> _What to work on_: What lines in the listing below hold the string "street"? Please copy them out.

> _Information supplied_:
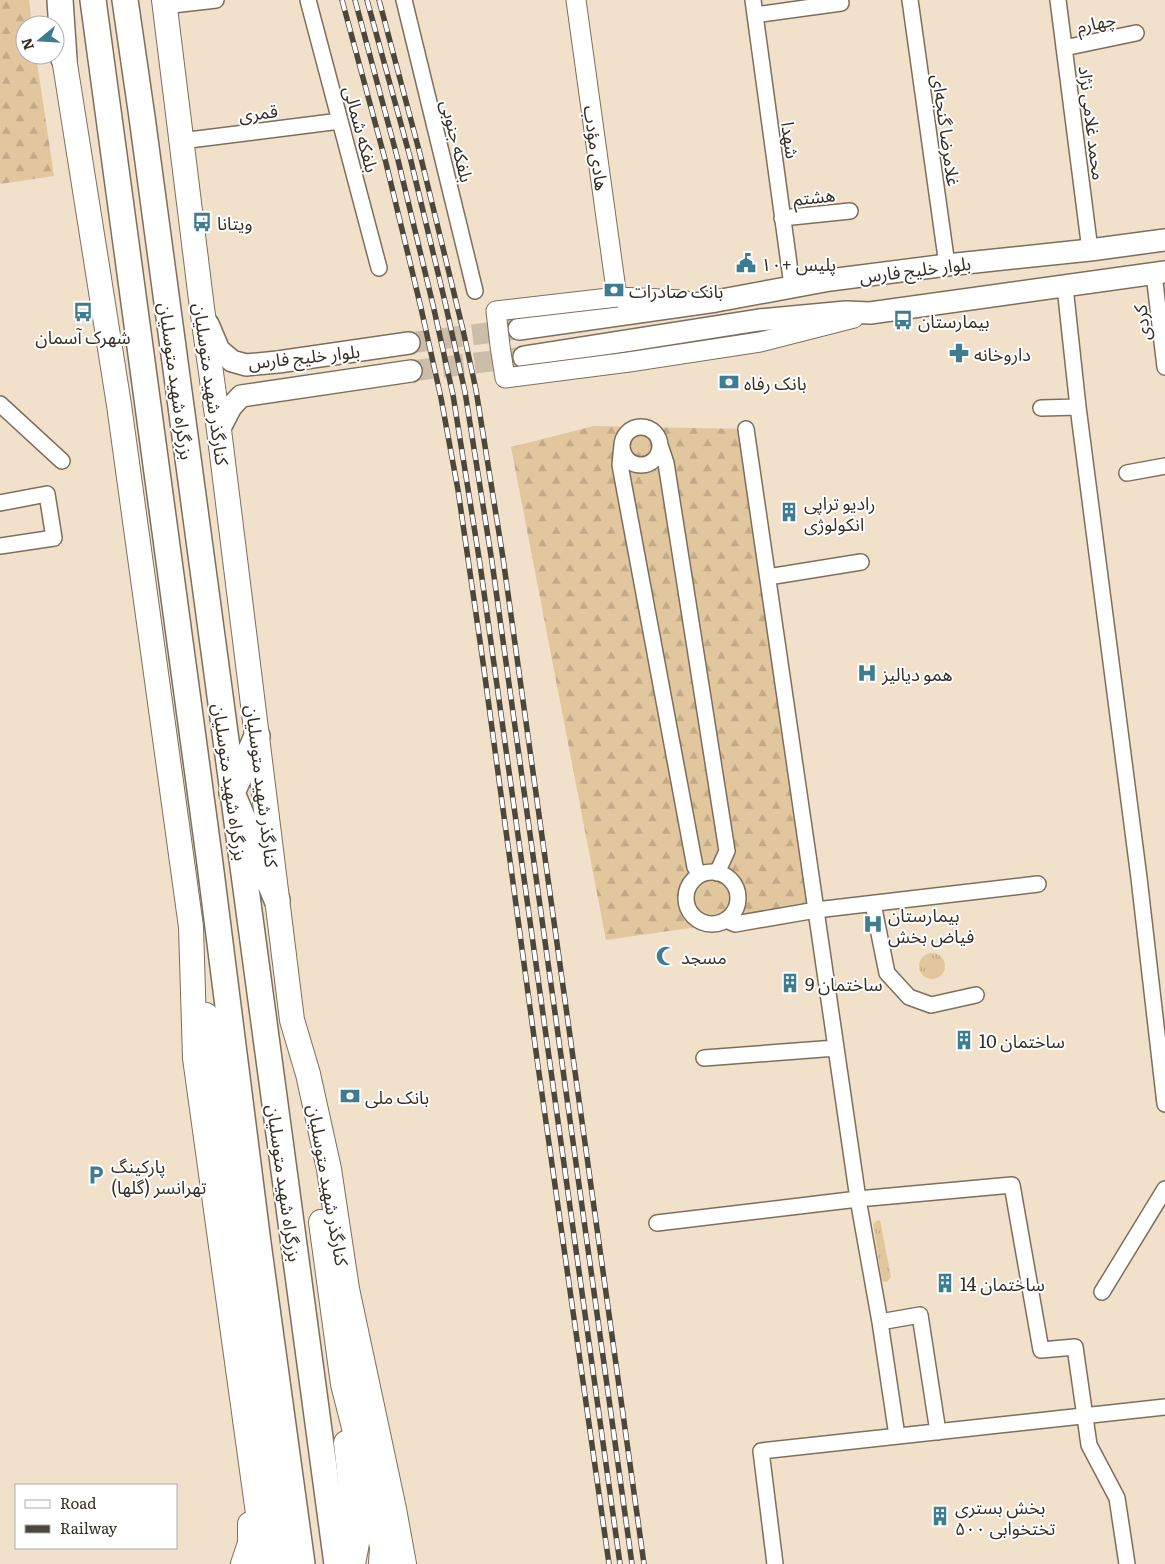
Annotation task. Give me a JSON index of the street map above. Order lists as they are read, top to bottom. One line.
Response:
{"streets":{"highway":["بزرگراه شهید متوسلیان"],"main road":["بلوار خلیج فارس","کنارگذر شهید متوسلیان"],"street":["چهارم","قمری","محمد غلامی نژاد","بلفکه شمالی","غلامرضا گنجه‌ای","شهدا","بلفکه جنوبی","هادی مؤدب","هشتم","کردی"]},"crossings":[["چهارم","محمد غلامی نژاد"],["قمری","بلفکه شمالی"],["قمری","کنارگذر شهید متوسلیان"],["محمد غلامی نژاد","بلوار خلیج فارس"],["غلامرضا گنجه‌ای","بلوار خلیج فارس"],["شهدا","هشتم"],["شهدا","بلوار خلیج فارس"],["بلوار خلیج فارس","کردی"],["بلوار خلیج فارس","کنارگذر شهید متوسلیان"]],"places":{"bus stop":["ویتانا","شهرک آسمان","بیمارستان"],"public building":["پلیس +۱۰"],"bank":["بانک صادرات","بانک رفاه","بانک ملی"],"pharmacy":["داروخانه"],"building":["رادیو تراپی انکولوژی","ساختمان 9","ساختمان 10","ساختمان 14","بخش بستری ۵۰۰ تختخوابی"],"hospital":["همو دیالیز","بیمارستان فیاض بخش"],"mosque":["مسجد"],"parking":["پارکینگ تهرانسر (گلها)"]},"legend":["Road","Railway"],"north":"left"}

> _Answer section_:
Annotation task. Give me a JSON index of the street map above. Order lists as they are read, top to bottom. One line.
{"streets":{"highway":["بزرگراه شهید متوسلیان"],"main road":["بلوار خلیج فارس","کنارگذر شهید متوسلیان"],"street":["چهارم","قمری","محمد غلامی نژاد","بلفکه شمالی","غلامرضا گنجه‌ای","شهدا","بلفکه جنوبی","هادی مؤدب","هشتم","کردی"]},"crossings":[["چهارم","محمد غلامی نژاد"],["قمری","بلفکه شمالی"],["قمری","کنارگذر شهید متوسلیان"],["محمد غلامی نژاد","بلوار خلیج فارس"],["غلامرضا گنجه‌ای","بلوار خلیج فارس"],["شهدا","هشتم"],["شهدا","بلوار خلیج فارس"],["بلوار خلیج فارس","کردی"],["بلوار خلیج فارس","کنارگذر شهید متوسلیان"]],"places":{"bus stop":["ویتانا","شهرک آسمان","بیمارستان"],"public building":["پلیس +۱۰"],"bank":["بانک صادرات","بانک رفاه","بانک ملی"],"pharmacy":["داروخانه"],"building":["رادیو تراپی انکولوژی","ساختمان 9","ساختمان 10","ساختمان 14","بخش بستری ۵۰۰ تختخوابی"],"hospital":["همو دیالیز","بیمارستان فیاض بخش"],"mosque":["مسجد"],"parking":["پارکینگ تهرانسر (گلها)"]},"legend":["Road","Railway"],"north":"left"}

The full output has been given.